#### [HOW TO COMPLETE THIS TASK]
Report back every line in the data that includes the string "MEADOWS".

(Stored data entries)
%%
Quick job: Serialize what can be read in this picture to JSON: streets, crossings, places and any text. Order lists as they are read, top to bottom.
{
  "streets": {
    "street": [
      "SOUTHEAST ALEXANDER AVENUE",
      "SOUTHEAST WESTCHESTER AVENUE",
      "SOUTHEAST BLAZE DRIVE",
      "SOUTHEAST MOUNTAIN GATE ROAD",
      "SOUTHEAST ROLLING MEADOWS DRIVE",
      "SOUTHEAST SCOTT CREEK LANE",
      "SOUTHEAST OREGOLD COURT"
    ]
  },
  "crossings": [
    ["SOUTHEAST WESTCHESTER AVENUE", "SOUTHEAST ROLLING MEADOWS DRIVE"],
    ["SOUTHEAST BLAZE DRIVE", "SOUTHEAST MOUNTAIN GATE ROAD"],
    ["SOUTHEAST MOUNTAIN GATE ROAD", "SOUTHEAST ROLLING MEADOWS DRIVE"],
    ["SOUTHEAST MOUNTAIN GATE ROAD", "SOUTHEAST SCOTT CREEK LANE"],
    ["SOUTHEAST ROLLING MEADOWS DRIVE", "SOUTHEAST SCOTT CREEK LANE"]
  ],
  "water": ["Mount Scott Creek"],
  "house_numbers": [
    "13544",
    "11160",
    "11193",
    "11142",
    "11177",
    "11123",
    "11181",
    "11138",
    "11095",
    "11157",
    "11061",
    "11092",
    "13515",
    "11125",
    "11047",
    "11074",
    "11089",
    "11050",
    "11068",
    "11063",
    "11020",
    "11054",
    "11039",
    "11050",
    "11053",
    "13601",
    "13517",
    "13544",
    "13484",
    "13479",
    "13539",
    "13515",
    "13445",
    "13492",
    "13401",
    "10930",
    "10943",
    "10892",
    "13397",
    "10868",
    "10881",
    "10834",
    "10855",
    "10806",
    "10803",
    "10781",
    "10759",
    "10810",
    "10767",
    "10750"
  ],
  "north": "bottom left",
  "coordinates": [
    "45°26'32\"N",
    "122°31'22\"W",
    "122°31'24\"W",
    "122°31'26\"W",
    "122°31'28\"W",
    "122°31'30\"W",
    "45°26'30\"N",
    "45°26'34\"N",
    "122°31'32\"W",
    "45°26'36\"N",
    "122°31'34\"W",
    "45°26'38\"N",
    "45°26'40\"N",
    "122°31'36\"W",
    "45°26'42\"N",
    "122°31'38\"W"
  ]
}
%%
#### [RESPONSE TO THE EXERCISE]
      "SOUTHEAST ROLLING MEADOWS DRIVE",
    ["SOUTHEAST WESTCHESTER AVENUE", "SOUTHEAST ROLLING MEADOWS DRIVE"],
    ["SOUTHEAST MOUNTAIN GATE ROAD", "SOUTHEAST ROLLING MEADOWS DRIVE"],
    ["SOUTHEAST ROLLING MEADOWS DRIVE", "SOUTHEAST SCOTT CREEK LANE"]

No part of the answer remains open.